2Il y a bel et bien une distinction à souligner entre sionisme religieux et sionisme politique moderne. Là où le sionisme religieux repose sur l’aspiration idéale vers Sion, convoitant la rédemption de la vie diasporique par la venue du Messie en un avenir inconnu, n’entraînant aucune conséquence immédiate sur la montée réelle vers Sion, le sionisme politique s’est fondé, dès son coup d’envoi, sur la négation pratique de la Diaspora, ce qui signifiait donc la réalisation de l’idée traditionnelle du messianisme, c’est-à-dire l’assemblée concrète des Juifs en un territoire national propre. Ainsi, le sionisme se fondait, dès son début, sur un principe négatif et réactif. En réaction aux persécutions antisémites, il s’efforçait de nier le Juif diasporique, tout en déclarant idéologiquement la création future de son contre-modèle complémentaire : le Nouveau Juif. Alors que le Juif diasporique était perçu comme cet être incapable de se défendre, presque toujours s’employant aux travaux liés à la circulation des biens, et spirituellement incliné, et donc n’incarnant qu’une existence dégénérée et grêle, le Nouveau Juif fut conçu comme sa face négative : éveillé, capable de se défendre soi-même, productif dans son travail, confiant et fier de soi. Dans les dernières phases du sionisme, cette dimension négative et réactive de son autodétermination évolua en un facteur dominant de son idéologie prédominante : la force intérieure de la communauté juive en Israël fut (et demeure) motivée primordialement par des peurs et des menaces extérieures, par exemple, l’histoire de la persécution des Juifs, leur souffrance lors de l’époque diasporique, la Shoah, ou plus récemment, le « problème sécuritaire » d’Israël et l’antisémitisme mondial (souvent exploité dans le discours hégémonique comme des outils idéologiques et des moyens politiques).
3La constitution d’un État-nation juif fut un acte politique « tardif », issu de concepts et d’idées des États-nations européens élaborés au xixe siècle ; néanmoins, elle aura été indubitablement renforcée par la catastrophe qui se sera abattue sur les Juifs d’Europe au xxe siècle.
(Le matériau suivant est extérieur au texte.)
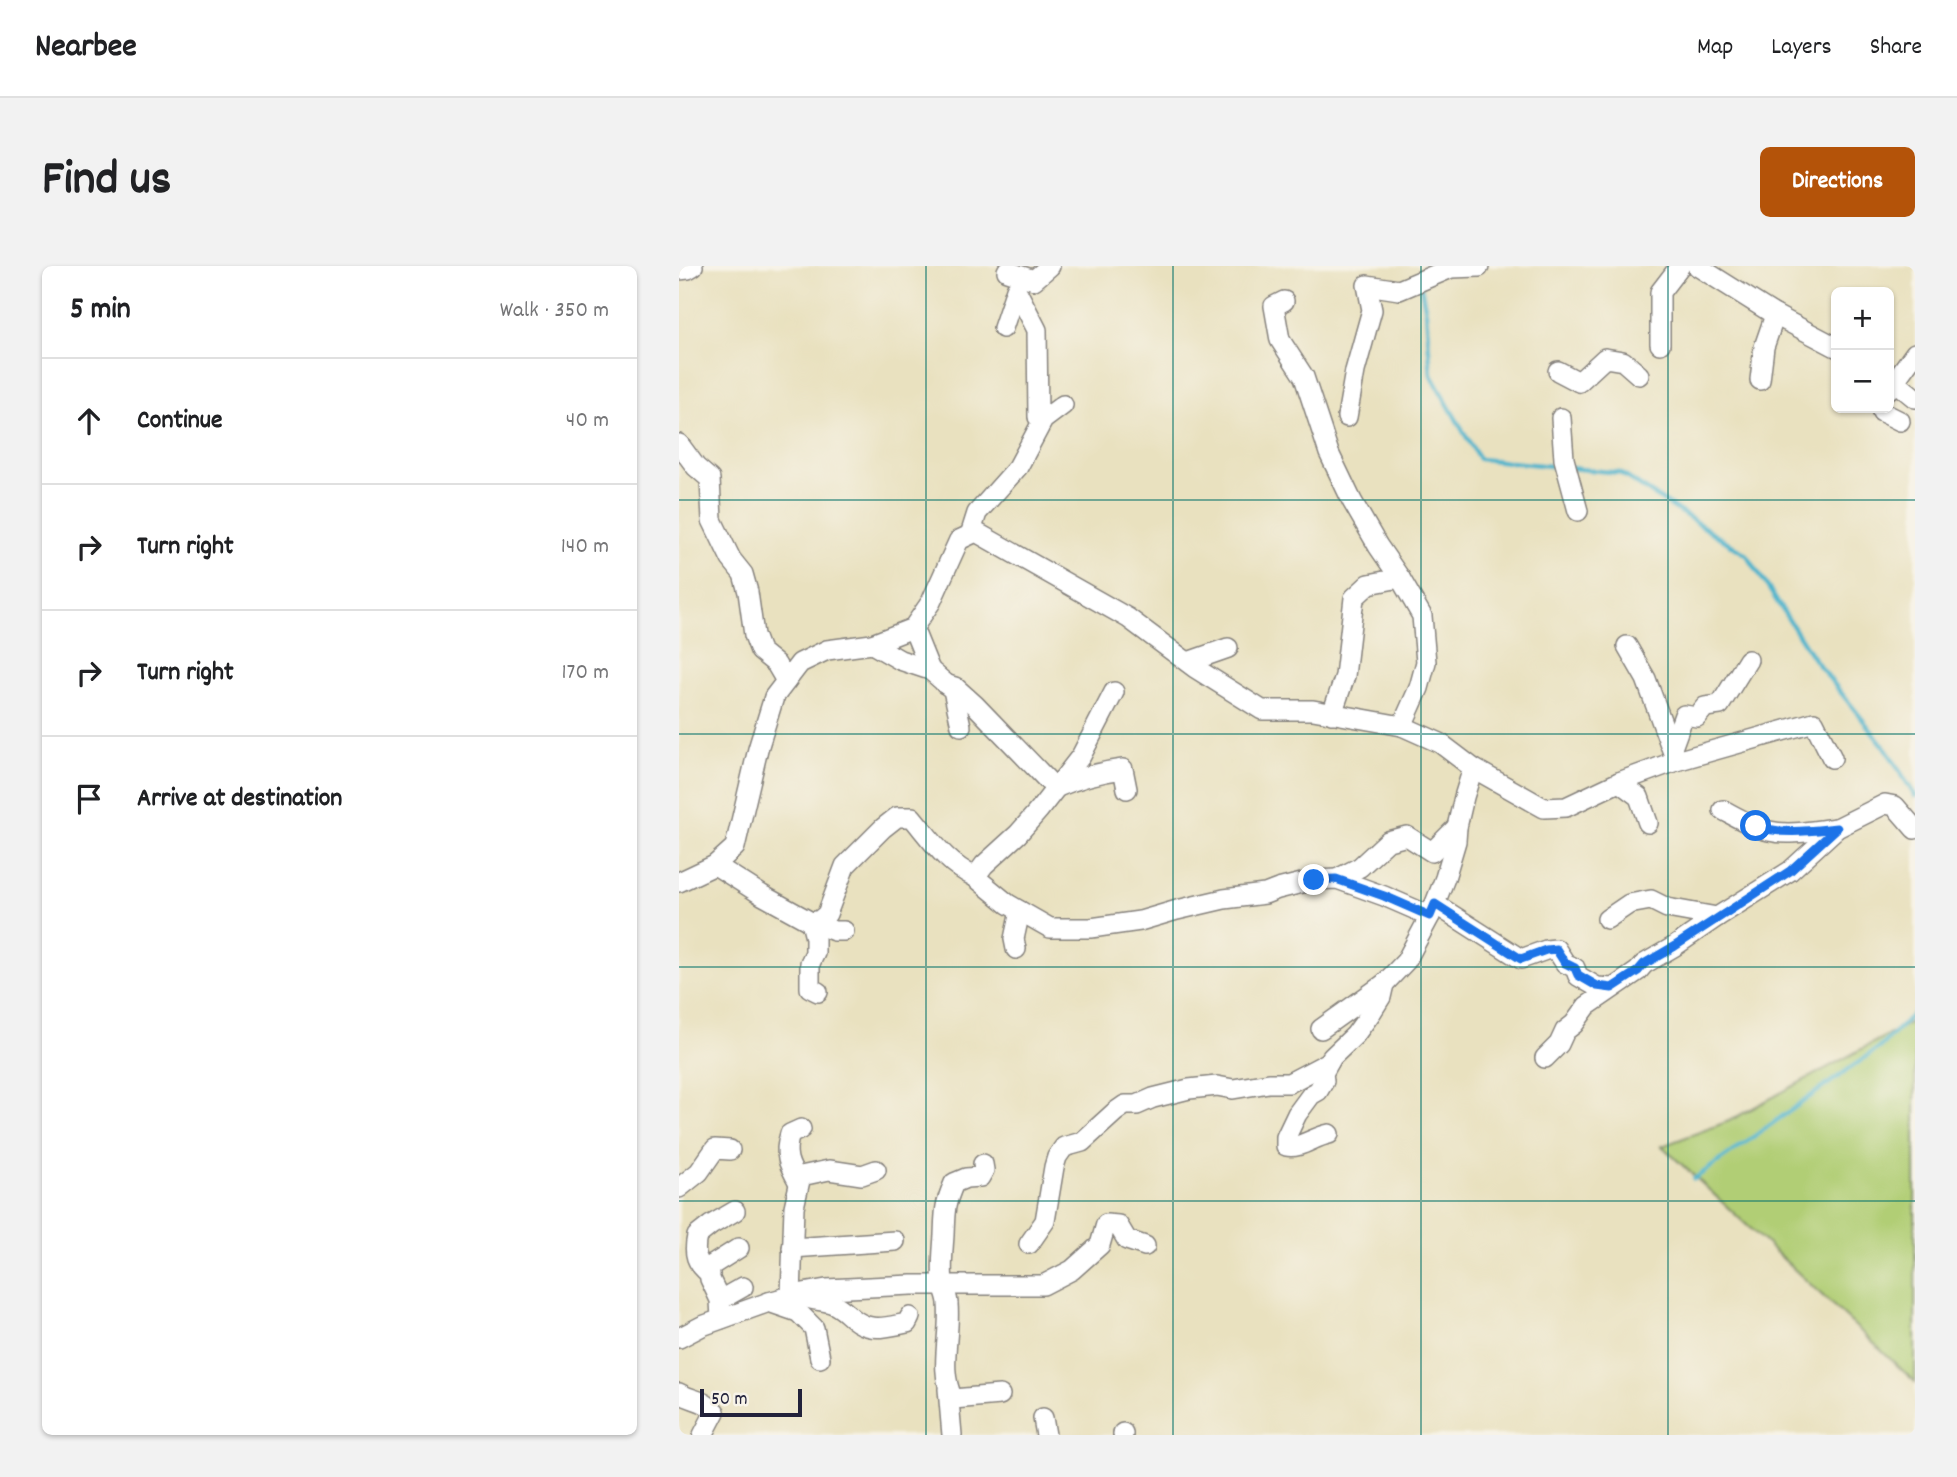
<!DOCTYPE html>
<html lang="en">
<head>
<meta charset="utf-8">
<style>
  :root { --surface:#fff; --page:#f2f2f2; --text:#202124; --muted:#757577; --line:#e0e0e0; --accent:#b45309 }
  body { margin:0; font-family:Dekko,sans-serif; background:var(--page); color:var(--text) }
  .controls { position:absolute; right:21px; top:21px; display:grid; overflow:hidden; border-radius:10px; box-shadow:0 2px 5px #0004 }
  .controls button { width:63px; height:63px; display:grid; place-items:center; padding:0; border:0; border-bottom:2px solid var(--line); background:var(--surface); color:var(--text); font:35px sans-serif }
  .scale { position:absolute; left:21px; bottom:18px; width:102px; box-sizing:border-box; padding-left:7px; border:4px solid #22223b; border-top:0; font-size:19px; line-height:24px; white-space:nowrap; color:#22223b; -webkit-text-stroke:5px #f7f3e8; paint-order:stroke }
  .stop { position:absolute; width:21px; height:21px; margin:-16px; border:5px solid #1a73e8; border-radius:50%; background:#fff }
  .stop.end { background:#1a73e8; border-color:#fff; box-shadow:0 2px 7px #0008 }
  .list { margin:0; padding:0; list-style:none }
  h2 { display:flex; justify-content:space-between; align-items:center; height:91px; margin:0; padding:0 28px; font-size:30px }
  h2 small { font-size:23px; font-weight:400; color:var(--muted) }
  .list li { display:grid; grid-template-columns:46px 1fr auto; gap:21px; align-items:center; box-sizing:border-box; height:126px; padding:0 28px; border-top:2px solid var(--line) }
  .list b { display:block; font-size:26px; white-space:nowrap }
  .list em { font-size:23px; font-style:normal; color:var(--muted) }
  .icon { flex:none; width:38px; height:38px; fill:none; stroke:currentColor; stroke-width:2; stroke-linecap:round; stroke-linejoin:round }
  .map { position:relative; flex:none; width:1236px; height:1169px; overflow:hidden; border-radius:10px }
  header { display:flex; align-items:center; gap:42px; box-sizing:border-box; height:98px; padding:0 35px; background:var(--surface); border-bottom:2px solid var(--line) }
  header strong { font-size:33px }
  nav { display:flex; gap:38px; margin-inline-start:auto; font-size:24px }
  .intro { display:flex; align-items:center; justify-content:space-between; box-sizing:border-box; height:168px; padding:0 42px }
  h1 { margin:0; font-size:49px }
  .button { padding:18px 32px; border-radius:10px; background:var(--accent); color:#fff; font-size:24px; font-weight:700 }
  main { display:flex; gap:42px; padding:0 42px }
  aside { flex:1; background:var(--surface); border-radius:10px; box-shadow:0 2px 5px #0004 }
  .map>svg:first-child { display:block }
  .green { fill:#b1ce75; stroke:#6a7858; stroke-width:2 }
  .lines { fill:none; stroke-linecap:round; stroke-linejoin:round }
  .stream { stroke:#4db4cc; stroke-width:4.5 }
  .minor-casing { stroke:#86827d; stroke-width:22 }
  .minor { stroke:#fff; stroke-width:19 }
  .route { stroke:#1a73e8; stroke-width:9 }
  .grid { fill:none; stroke:#0f766e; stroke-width:2; stroke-opacity:0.55 }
</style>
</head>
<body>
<header>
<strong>Nearbee</strong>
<nav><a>Map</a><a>Layers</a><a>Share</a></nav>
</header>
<div class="intro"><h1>Find us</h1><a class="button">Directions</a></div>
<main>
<aside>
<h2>5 min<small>Walk · 350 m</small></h2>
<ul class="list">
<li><svg class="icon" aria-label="ahead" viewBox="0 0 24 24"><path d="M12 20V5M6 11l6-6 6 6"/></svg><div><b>Continue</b></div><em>40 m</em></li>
<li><svg class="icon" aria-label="right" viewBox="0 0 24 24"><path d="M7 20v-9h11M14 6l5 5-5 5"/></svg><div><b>Turn right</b></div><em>140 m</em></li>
<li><svg class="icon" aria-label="right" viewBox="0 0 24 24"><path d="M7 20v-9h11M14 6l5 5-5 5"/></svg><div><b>Turn right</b></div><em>170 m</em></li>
<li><svg class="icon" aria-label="arrive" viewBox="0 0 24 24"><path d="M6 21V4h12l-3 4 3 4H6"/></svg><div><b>Arrive at destination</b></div></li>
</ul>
</aside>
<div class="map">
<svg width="1236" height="1169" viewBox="0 0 1236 1169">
  <rect width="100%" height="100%" fill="#f7f3e8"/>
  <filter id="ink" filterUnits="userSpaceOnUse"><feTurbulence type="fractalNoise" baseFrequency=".0143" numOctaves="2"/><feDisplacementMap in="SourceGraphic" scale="14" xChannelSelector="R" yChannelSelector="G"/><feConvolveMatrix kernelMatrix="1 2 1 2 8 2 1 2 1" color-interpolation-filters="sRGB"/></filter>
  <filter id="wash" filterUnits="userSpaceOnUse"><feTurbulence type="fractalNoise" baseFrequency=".00686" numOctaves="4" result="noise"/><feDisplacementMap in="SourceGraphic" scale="28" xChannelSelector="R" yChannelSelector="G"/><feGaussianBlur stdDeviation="1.57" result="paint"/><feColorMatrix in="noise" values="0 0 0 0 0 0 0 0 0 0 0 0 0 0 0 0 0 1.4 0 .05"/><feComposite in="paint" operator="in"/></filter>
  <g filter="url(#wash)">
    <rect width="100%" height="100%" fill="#e9e1bf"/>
    <polygon class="green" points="1236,754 1236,1116 983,880 1050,855"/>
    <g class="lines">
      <g class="stream">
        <polyline points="742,21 747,46 752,109 800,193 883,201"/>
        <polyline points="891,202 941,207 1068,289 1135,393 1208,484 1236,530"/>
        <polyline points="1015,913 1201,781 1236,746"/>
      </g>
    </g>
  </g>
  <g filter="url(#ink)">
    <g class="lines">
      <g class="minor-casing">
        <g id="minor">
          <polyline points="1018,0 1096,49 1157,81"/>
          <polyline points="0,4 9,3 14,0"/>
          <polyline points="328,5 355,14 371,0"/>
          <polyline points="605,35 595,40 601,74 625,111 650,187 673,235 699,280 721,312 690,318 675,332 666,410 653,448"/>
          <polyline points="324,62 337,23 358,64 359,151"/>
          <polyline points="981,78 981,26 1001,0"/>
          <polyline points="879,105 900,116 926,92 944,95 960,109"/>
          <polyline points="1210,111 1236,132"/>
          <polyline points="1081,114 1085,81 1096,49"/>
          <polyline points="1210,123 1236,87"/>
          <polyline points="1202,142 1203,146 1221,155"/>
          <polyline points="668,151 676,105 693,44 688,19 720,24 772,2 800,1"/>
          <polyline points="882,152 885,193 899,245"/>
          <polyline points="0,178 17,201 31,213 33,254 52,293 64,308 69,326 75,369 81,385 97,398 107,415"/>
          <polyline points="292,266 298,247 339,201 364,154 384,139"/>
          <polyline points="721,312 743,350 747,396 740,422 723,460"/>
          <polyline points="234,362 251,404"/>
          <polyline points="193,378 221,394 251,404 274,424 282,460"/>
          <polyline points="509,396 549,382"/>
          <path d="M266,418L276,421L296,439L376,522C399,512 420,506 444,503L448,523"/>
          <polyline points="993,482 1005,449 1018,451 1026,441 1041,439 1069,394"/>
          <polyline points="997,495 1135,456 1153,492"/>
          <polyline points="940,516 997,495 967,413 948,380"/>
          <path d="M1044,544C1059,552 1074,561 1090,565C1112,570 1137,564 1158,562"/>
          <path d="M36,599L83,629L132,656L141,654L148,648L166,600L204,562L218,551H233C253,575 267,597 296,611L305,599L339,568L360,544L402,490L435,426"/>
          <polyline points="296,611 329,638 371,662 412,662 461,655 498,644 545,633 586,628 599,623 635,614 658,613 705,630 751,650"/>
          <polyline points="658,613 681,601 709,575 728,570 753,586 778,561"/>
          <polyline points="0,616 36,599 56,581 79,483 95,431 121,397 148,384 193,378 234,362 252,336 280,274 297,266 449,352 516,402 583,444 634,444 723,460 761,477 794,502 865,542 887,541 940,516 960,531 969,557"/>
          <polyline points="756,638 842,693 867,684 877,683 886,697 896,702 899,710 918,721 933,722"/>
          <polyline points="928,653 950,638 972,634 988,642 1038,651 1111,605 1158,562 1206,538 1216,540 1236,563"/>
          <polyline points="132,656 136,672 136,687 131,697 131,722 139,726"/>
          <polyline points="132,656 155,665 165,665"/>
          <polyline points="337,683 335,673 341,645"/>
          <polyline points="642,763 705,718 727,695 751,650 766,612 777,575 778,561 785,531 794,502"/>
          <polyline points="866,792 880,778 886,765 895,758 908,740 959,705 965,698 996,680 1038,651"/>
          <path d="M650,868C634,871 622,883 607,880V871L618,848L632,829L639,825L645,815L644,807L653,791L676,769L692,747L702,731L705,718"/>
          <path d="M304,898L305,904L301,911L287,912L275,917C265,940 266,945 265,969C264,985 262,1001 264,1017C265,1024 269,1031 269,1038C272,1071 259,1102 274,1133L321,1129"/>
          <path d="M120,917C110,899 104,889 111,868L122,863"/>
          <polyline points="0,922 20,906 36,883 51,884"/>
          <polyline points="350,978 366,955 375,901 378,891 385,881 403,876 436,846 446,839 458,839 474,832 510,823 538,820 554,823 590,817 610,817 650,796"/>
          <polyline points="113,982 216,975"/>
          <path d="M31,1008C17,997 14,988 18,970L32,959L56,945"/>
          <polyline points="112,1030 115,941 122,910 150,904 183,909 197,904"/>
          <path d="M126,1031C135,1035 144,1034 152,1037C164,1041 169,1050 179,1056C195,1066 211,1060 228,1057L231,1051"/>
          <polyline points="41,1034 64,1021"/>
          <polyline points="90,1036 119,1046 135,1062 141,1092"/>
          <polyline points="42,1053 41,1034 31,1013 30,1001 60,982"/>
          <polyline points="0,1072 23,1060 90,1036 118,1028 147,1023 233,1019 364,1019 393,1004 421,979 427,958 439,959 448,974 466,980"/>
          <polyline points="269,1123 273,1169"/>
          <path d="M0,1127C16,1136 23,1132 36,1146L24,1169"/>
          <polyline points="364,1152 367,1169"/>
          <polyline points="444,1169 444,1167"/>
        </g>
      </g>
      <use href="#minor" class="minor"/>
    </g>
  </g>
  <g class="lines" filter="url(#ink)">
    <path class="route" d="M635,614L657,613L705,630L751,650L756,638L842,693L867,684L877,683L886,697L896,702L899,709L918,720L933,722L959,705L965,698L996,680L1111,605L1158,562C1130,565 1104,569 1077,560"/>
  </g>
  <path class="grid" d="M247,0V1169M494,0V1169M742,0V1169M989,0V1169M0,234H1236M0,468H1236M0,701H1236M0,935H1236"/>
</svg>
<div class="controls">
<button>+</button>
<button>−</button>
</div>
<div class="scale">50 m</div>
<div class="stop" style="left:1077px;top:560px"></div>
<div class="stop end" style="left:635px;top:614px"></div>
</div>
</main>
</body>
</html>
Ce dernier point mérite d’être souligné : la Shoah sera devenue non seulement la matrice mentale et psychique des Juifs après la Seconde Guerre mondiale, mais aussi la « preuve » ultime en faveur d’une nécessité historique pour la négation postulée de la Diaspora. Étant alors perçue comme un argument, la Shoah constitue un élément important dans la narration idéologique du sionisme – et donc dans la téléologie déterminée de l’histoire juive que celui-ci avance – comme un moyen puissant dans l’instrumentalisation hétérogène de son impact dans l’histoire mondiale. Et pourtant, il faut distinguer précisément entre l’atteinte réelle – psychologique, psychosociale et culturelle – provoquée par la Shoah sur les Juifs israéliens et sa fonction idéologique dans la culture politique israélienne. Par moments, cette distinction n’est pas aisée.
4Mais il y a un autre aspect, qui aura précédé la constitution de l’État sioniste et qui peut être perçu comme un facteur curieux et sans précédent dans le façonnement du sionisme et de l’idéologie de sa visée historique : le sionisme fut le seul mouvement national moderne pour lequel l’idée de l’État vint avant que le territoire de sa fondation ne devienne la propriété de la collectivité qui devait y résider. Plus encore, la détermination du territoire du futur État précéda l’existence effective de cette collectivité nationale en tant qu’entité sociale organique. L’on peut donc dire que les trois prérequis pour la fondation d’un État-nation moderne n’étaient pas réunis dans le cas du sionisme ; celui-ci ne pouvait prétendre à l’unité de son territoire ni à l’unité de sa collectivité en tant que nation vivant sur ce même territoire. Et même sa langue nationale future demeurait encore indécise, devant donc être déterminée, développée et consolidée. Entre tant d’autres choses, cela signifiait que la construction politique de l’État juif reposait uniquement et structurellement sur le combat mené contre un ennemi (« étranger ») extérieur (comme cela fut le cas pour la construction de l’Allemagne au xixe siècle), et non pas sur une lutte interne (comme cela fut le cas en France et en Angleterre) aux Juifs eux-mêmes. Certes, cette lutte interne aux Juifs a bel et bien eu lieu entre les univers de vie traditionnels des communautés juives européennes et le mouvement national d’autoémancipation sécularisé des Juifs. Mais au sein du sionisme lui-même et agissant comme sa force liante même, c’est bien plutôt la construction de l’ennemi externe qui aura été déterminante. Idéologiquement, cette construction aura été rationalisée dans le mouvement de colonisation d’une terre encore inhabitée, et donc par l’annihilation conceptuelle d’un « ennemi » déjà existant. La thèse du sionisme laïc quant au territoire de la Palestine – une « terre sans peuple » pour un « peuple sans terre » – s’est avérée être une conséquence majeure pour toute l’histoire du sionisme, surtout dans le rôle qu’elle aura joué dans la création du conflit moyen-oriental ainsi que dans les effets violents qui s’y font encore sentir.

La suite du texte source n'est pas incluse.